Background: Tinea capitis impacts negatively on the health of children, consequently affecting their education. Its prevalence is unknown in many African communities. Tinea capitis is faced with therapeutic challenges as resistance to all classes of antifungal agents continues to emerge. This study determined the prevalence, identified dermatophytes of Tinea capitis in Okelele community in North Central Nigeria; and evaluated the susceptibility of isolates to selected antifungal drugs.

Materials and Methods: Three hundred and one pupils from seven primary schools in the locality who gave assent and those with parental consent were recruited into the study. Scalp scrapings and hairs were collected from participants and subjected to microscopy and culture. Isolates identified by colonial morphology and micromorphology were subjected to disk diffusion antifungal susceptibility testing.

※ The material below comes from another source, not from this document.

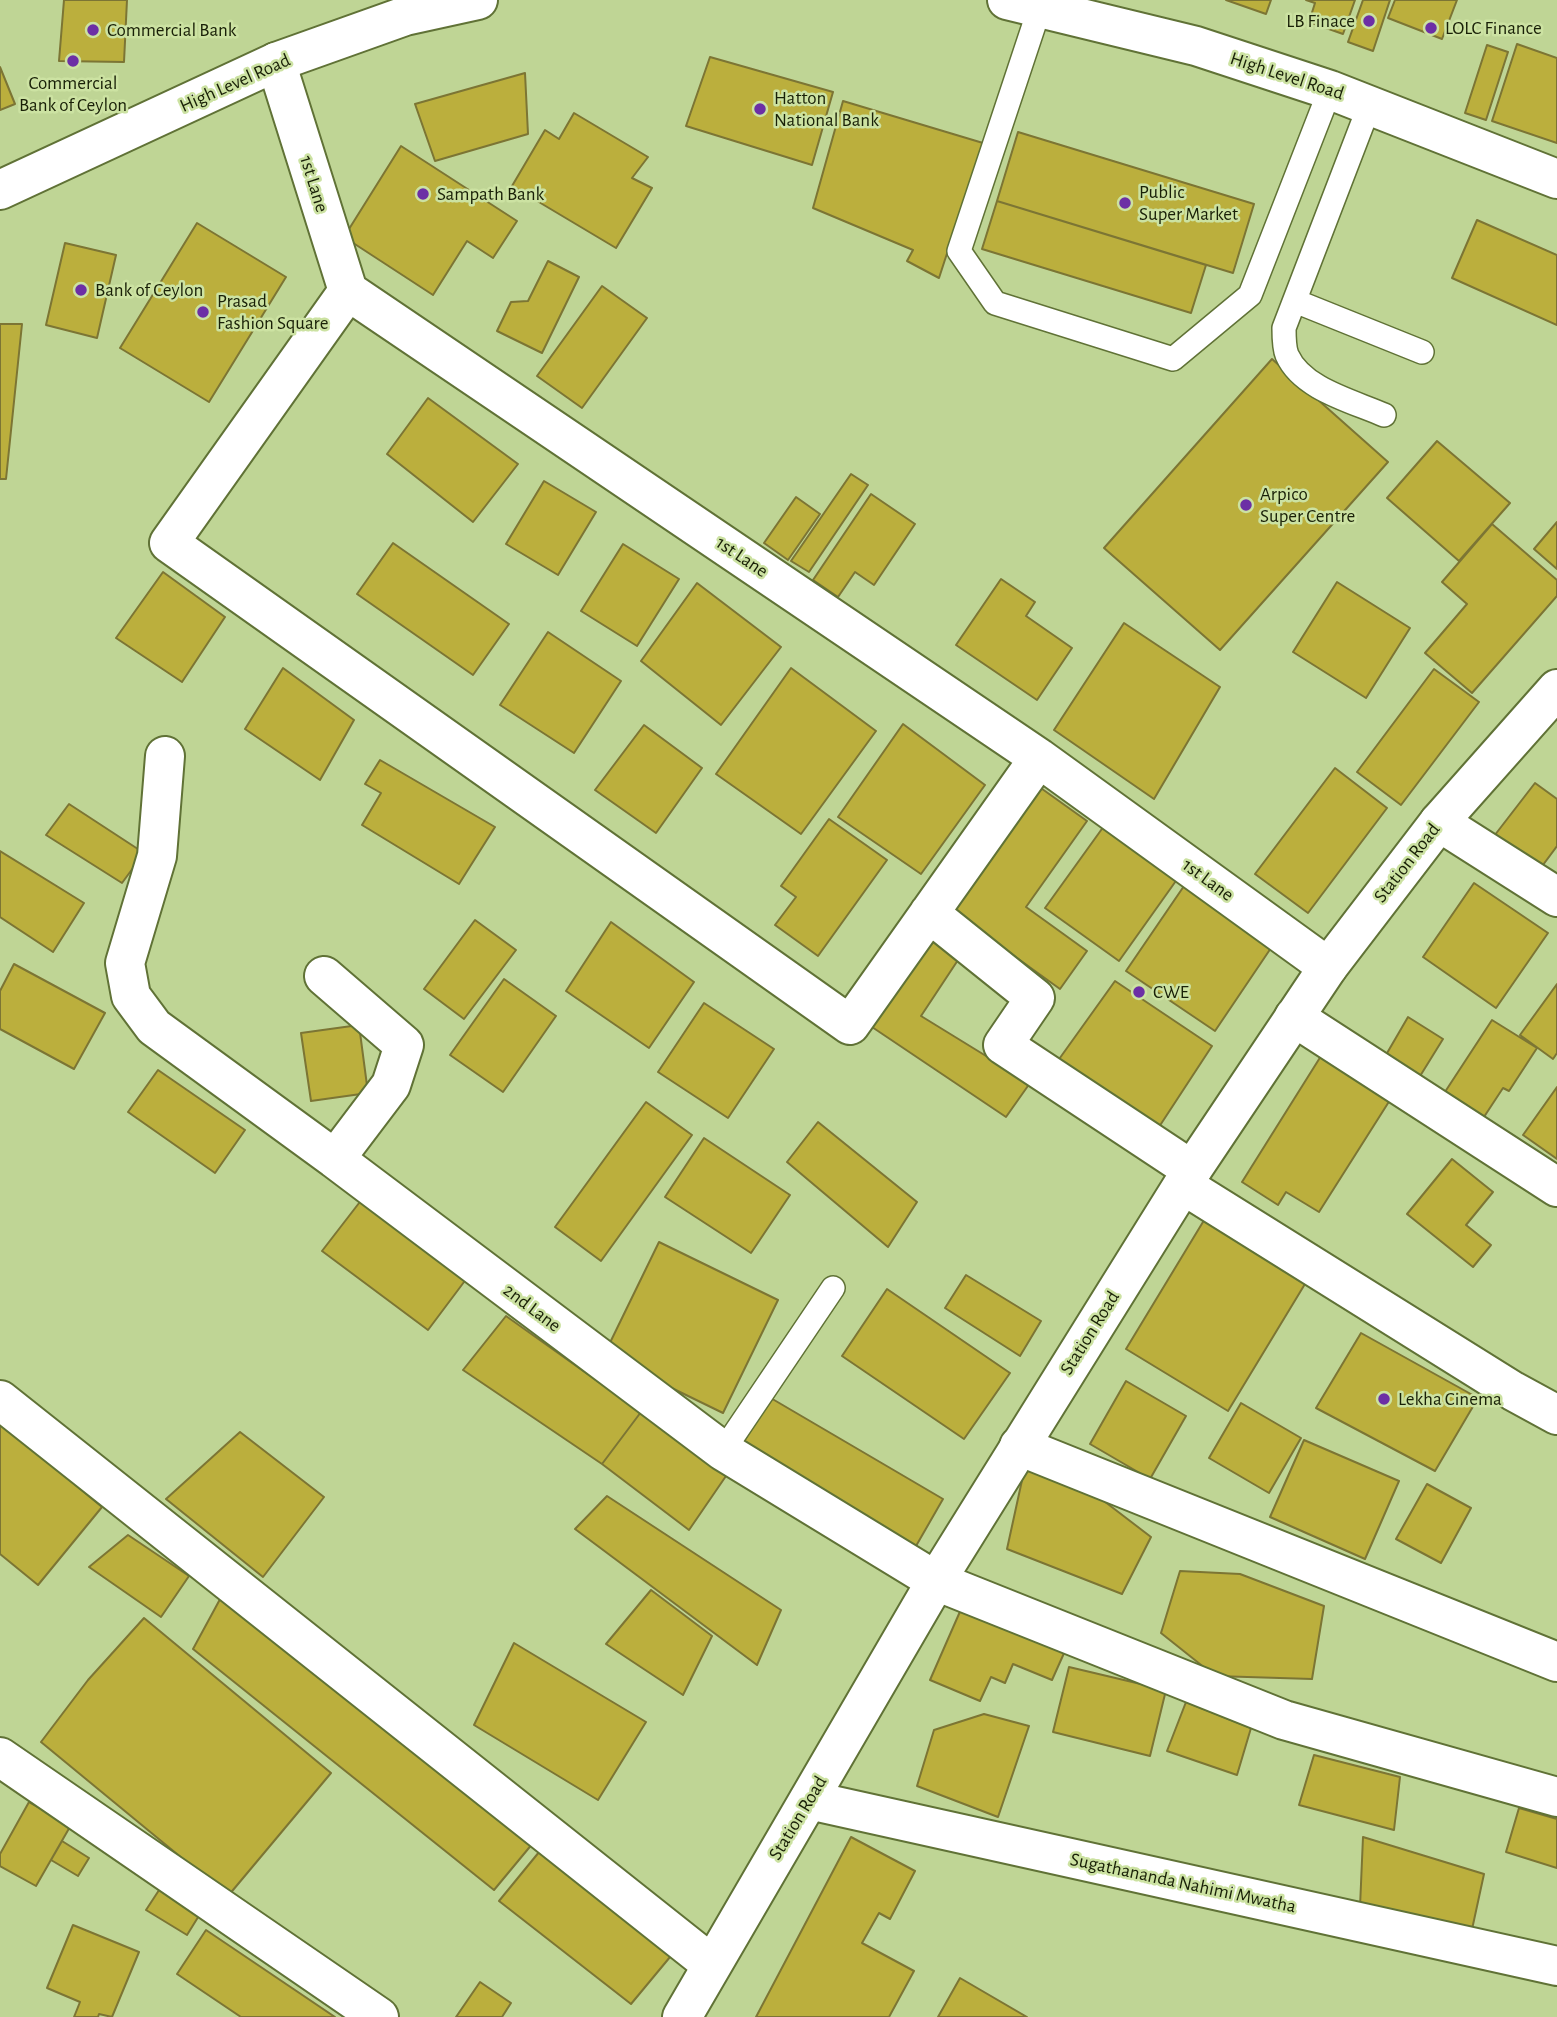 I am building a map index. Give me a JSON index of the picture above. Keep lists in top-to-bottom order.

Results: Two hundred and twenty-eight of the participants had mycologically proven Tinea capitis giving a prevalence of 75.7%. The dermatophytes identified were T. rubrum (68.0%), M. ferrugineum (22.0%), T. mentagrophytes (8.0%) and T. verrucosum (2.0%). Resistance observed with these isolates was as low as 21.2% to as high as 100% while sensitivity ranged from 78.8% to 100%. Only large family size significantly influenced the occurrence of T. capitis among the risk factors.

Conclusion: Prevalence of Tinea capitis from this study is high. T. rubrum being anthropophilic and the predominant dermatophyte identified corroborates large family size as an important risk factor. Antifungal resistance as a cause of therapeutic failure was demonstrated by some isolates in this study.